So I haven't been to community work for about a month. I'm probably going to get a warning for breach sometime soon, but I'm waiting until I've moved to Manurewa (moving next Tuesday) then I'm going to organise with Manurewa probation to do it pretty much full-time and get it out of the way.

I reported in for supervision, it's all good, they guy has changed me to fortnightly reportings - yay, a vote of confidence from somewhere at least.

He asked all the usual questions. Self-harm, safety, drugs, alcohol, work, and so forth. Didn't tell him about the self-harm because it occurred whilst I was in hospital and as such is over a week old, told him I was safe (I am at the moment), didn't mention any drugs because it's been a couple of months, and said "no" to alcohol because I pretty much never drink - I think most alcohol tastes yuck. Probably because my first experience of alcohol was drinking methylated spirits as a teenager . . .

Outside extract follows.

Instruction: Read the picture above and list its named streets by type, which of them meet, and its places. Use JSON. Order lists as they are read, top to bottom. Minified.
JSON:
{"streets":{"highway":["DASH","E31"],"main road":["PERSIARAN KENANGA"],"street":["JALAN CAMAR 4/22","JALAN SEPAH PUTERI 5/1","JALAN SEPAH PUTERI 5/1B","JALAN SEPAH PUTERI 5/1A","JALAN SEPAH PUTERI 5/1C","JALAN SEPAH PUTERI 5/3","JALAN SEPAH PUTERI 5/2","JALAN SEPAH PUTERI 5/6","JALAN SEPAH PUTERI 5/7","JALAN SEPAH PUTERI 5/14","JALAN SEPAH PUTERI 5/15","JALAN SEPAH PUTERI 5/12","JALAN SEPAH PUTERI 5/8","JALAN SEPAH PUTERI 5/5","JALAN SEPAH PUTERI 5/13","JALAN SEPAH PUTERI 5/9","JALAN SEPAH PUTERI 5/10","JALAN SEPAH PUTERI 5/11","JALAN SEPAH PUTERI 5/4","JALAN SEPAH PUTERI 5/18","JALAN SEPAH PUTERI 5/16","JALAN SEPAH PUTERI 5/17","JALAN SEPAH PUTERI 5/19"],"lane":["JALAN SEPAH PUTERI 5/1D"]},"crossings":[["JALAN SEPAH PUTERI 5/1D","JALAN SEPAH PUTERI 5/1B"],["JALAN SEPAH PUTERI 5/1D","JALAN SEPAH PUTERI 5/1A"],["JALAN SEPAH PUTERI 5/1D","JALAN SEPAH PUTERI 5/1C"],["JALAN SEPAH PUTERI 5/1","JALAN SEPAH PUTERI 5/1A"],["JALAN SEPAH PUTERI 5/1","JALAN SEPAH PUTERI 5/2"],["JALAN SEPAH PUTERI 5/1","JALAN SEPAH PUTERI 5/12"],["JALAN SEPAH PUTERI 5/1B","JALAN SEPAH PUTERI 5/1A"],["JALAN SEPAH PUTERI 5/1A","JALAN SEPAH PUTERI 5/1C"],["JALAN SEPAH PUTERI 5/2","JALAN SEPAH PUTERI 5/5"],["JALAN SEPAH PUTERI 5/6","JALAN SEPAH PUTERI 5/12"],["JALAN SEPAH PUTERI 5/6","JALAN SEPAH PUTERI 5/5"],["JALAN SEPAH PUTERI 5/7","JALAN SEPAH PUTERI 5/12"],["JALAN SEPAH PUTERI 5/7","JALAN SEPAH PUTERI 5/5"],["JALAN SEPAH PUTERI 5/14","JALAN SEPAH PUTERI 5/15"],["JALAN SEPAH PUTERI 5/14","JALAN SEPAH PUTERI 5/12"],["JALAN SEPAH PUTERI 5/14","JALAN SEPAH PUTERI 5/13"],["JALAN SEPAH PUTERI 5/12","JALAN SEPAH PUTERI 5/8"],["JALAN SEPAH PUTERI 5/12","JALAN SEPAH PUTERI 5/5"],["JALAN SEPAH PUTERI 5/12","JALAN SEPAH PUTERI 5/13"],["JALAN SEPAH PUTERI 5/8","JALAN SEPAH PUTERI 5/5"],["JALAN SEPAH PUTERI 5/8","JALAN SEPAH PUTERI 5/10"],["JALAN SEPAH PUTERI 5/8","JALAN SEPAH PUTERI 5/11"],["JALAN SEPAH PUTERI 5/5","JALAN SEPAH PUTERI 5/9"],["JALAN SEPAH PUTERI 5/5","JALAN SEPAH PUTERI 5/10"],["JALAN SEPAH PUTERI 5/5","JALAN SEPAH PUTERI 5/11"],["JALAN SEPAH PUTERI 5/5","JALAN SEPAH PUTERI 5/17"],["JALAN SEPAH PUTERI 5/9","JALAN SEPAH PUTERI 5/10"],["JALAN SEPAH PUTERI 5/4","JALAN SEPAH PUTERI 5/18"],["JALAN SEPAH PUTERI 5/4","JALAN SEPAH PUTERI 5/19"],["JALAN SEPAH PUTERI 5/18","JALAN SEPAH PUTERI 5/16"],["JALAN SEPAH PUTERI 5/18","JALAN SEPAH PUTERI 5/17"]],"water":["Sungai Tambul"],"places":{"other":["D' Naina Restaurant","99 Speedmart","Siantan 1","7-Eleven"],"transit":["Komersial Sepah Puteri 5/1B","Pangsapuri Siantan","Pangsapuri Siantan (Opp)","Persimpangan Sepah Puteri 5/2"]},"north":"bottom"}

Told him I resigned from work, he asked if I'm looking for more, I said no, he said if I change my mind they have jobs, I told him I have a work-broker through mental health.

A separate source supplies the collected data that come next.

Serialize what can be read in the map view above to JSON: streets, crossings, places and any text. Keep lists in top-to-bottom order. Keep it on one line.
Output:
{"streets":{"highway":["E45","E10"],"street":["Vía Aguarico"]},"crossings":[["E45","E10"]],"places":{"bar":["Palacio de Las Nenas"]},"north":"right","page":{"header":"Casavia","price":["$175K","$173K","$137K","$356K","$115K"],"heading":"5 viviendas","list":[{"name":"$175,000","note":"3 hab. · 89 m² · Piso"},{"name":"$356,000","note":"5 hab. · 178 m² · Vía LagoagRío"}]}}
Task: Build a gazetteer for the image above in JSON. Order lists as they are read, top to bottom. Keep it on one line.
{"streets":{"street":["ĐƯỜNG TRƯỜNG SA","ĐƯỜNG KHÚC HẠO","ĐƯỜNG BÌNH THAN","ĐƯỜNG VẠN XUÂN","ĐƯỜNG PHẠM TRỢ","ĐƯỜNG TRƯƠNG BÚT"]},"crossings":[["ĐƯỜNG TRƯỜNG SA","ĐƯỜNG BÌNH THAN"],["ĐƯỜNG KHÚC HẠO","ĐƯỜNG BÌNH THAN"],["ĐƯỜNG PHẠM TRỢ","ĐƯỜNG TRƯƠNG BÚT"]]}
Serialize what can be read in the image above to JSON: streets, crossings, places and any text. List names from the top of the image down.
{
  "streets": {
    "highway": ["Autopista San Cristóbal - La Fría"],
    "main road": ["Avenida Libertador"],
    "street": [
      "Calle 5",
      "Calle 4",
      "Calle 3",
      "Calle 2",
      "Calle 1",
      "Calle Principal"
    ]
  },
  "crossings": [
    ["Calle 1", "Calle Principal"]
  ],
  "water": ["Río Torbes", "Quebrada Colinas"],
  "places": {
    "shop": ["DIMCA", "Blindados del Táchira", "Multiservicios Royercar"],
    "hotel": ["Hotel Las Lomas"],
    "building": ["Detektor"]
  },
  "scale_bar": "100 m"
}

I went into gym yesterday. Had a chat with Rowena. She seems ok with me, not angry or anything, I suppose because this time I stayed in contact whilst I was in hospital. I don't think I've formally resigned and I don't know if she's expecting me back. A little confused but it should resolve in the not-too-distant future.

I just realised I have an appointment with my keyworker tomorrow and I spent my money on food today. Fudgesticks. Hopefully my tax money gets deposited over night, if not then I'm mildly screwed.

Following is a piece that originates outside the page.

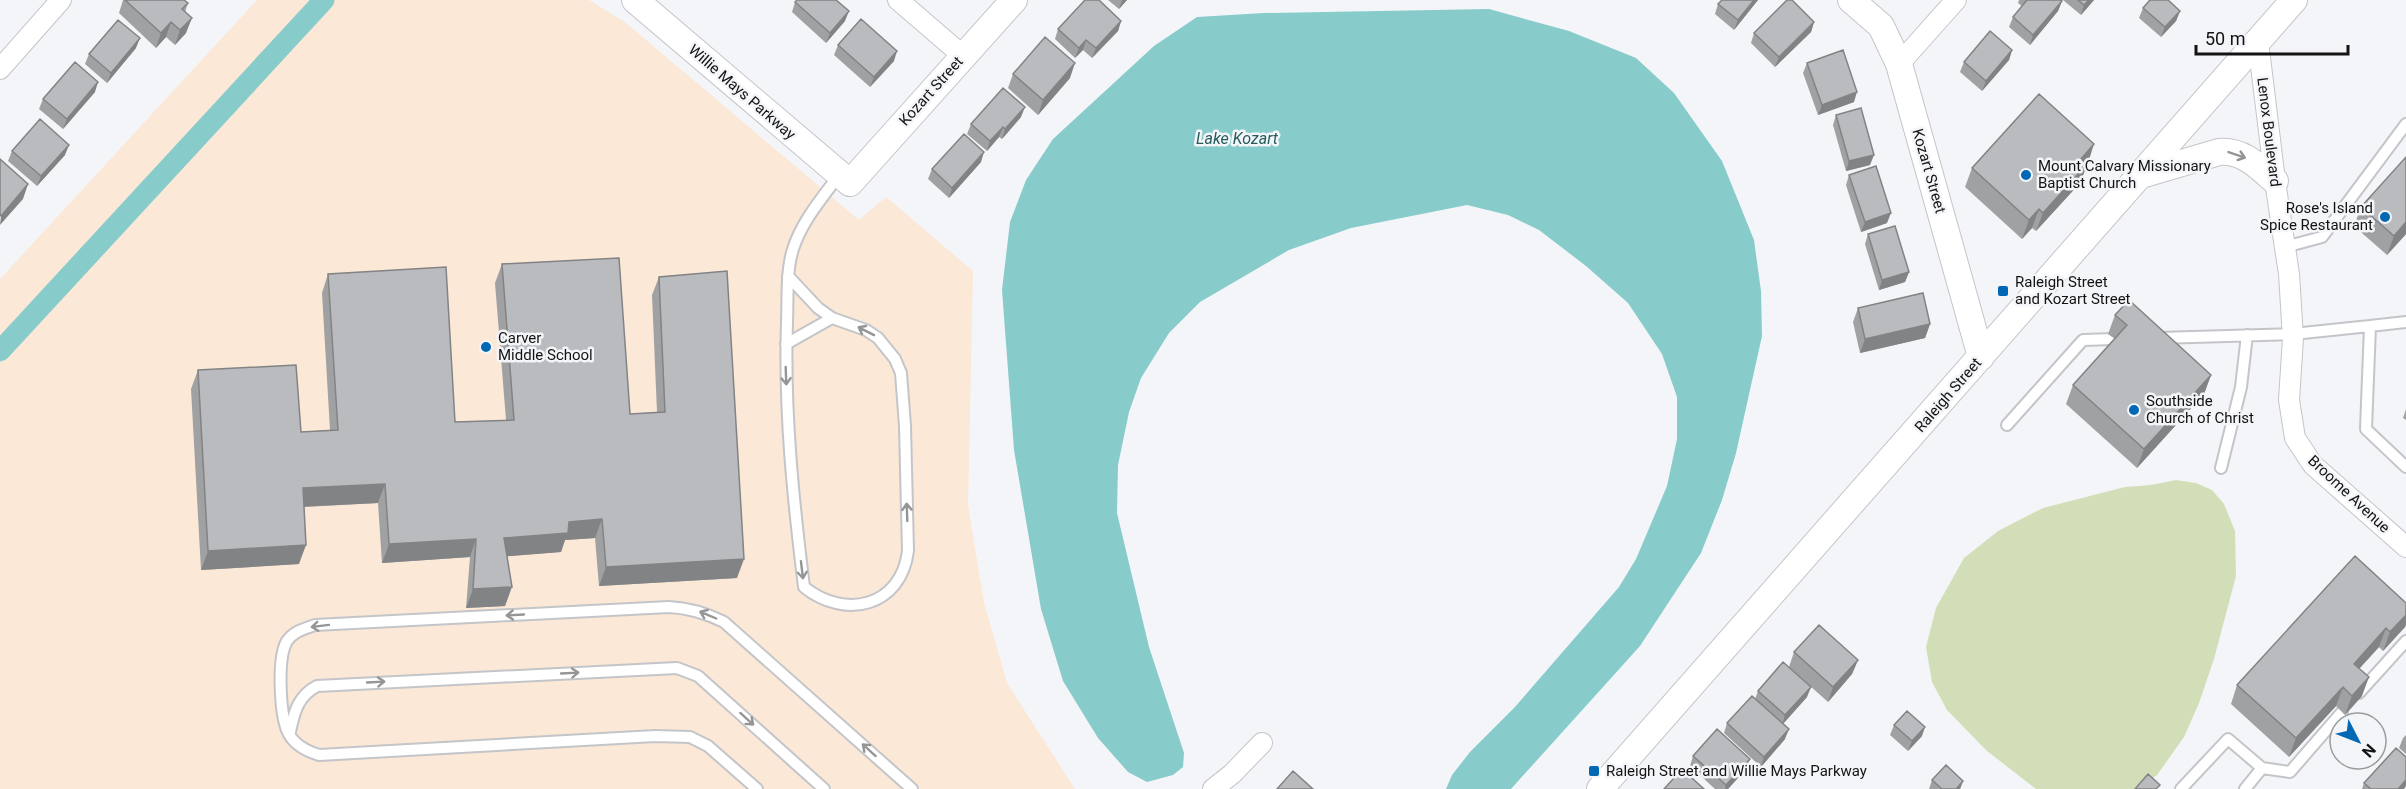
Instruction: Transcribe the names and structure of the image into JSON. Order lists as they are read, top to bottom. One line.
{"streets":{"street":["Kozart Street","Willie Mays Parkway","Lenox Boulevard","Raleigh Street","Broome Avenue"]},"crossings":[["Kozart Street","Willie Mays Parkway"],["Kozart Street","Raleigh Street"],["Lenox Boulevard","Raleigh Street"],["Lenox Boulevard","Broome Avenue"]],"water":["Lake Kozart"],"places":{"other":["Mount Calvary Missionary Baptist Church","Rose's Island Spice Restaurant","Carver Middle School","Southside Church of Christ"],"transit":["Raleigh Street and Kozart Street","Raleigh Street and Willie Mays Parkway"]},"scale_bar":"50 m","north":"bottom right"}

Leisa the CLS lady is coming with me to my appointment at WINZ on Monday to make sure everything is sorted for the move. I'm both excited and apprehensive, but leaning more towards the excited side. Between the two of us, me and Sam have everything we need, and we get along well, so we should flat well together. I think I've already said that here but just to reiterate the point.

My wrist is really quite sore today. I should take a painkiller (or 2) but I don't want to go inside yet because I want my family to think that I went to community work today - I'm getting enough shit from them already without adding that too.

I discovered that I stress out about mornings. Not mornings specifically, but mornings where I need to get up at a certain time or be somewhere by a certain time. And when I stress out, I panic, and when I panic, I freeze, and pretty much fail to function. Not a good thing, and one of the main reasons I want to get community work out of the way QUICKLY once I move.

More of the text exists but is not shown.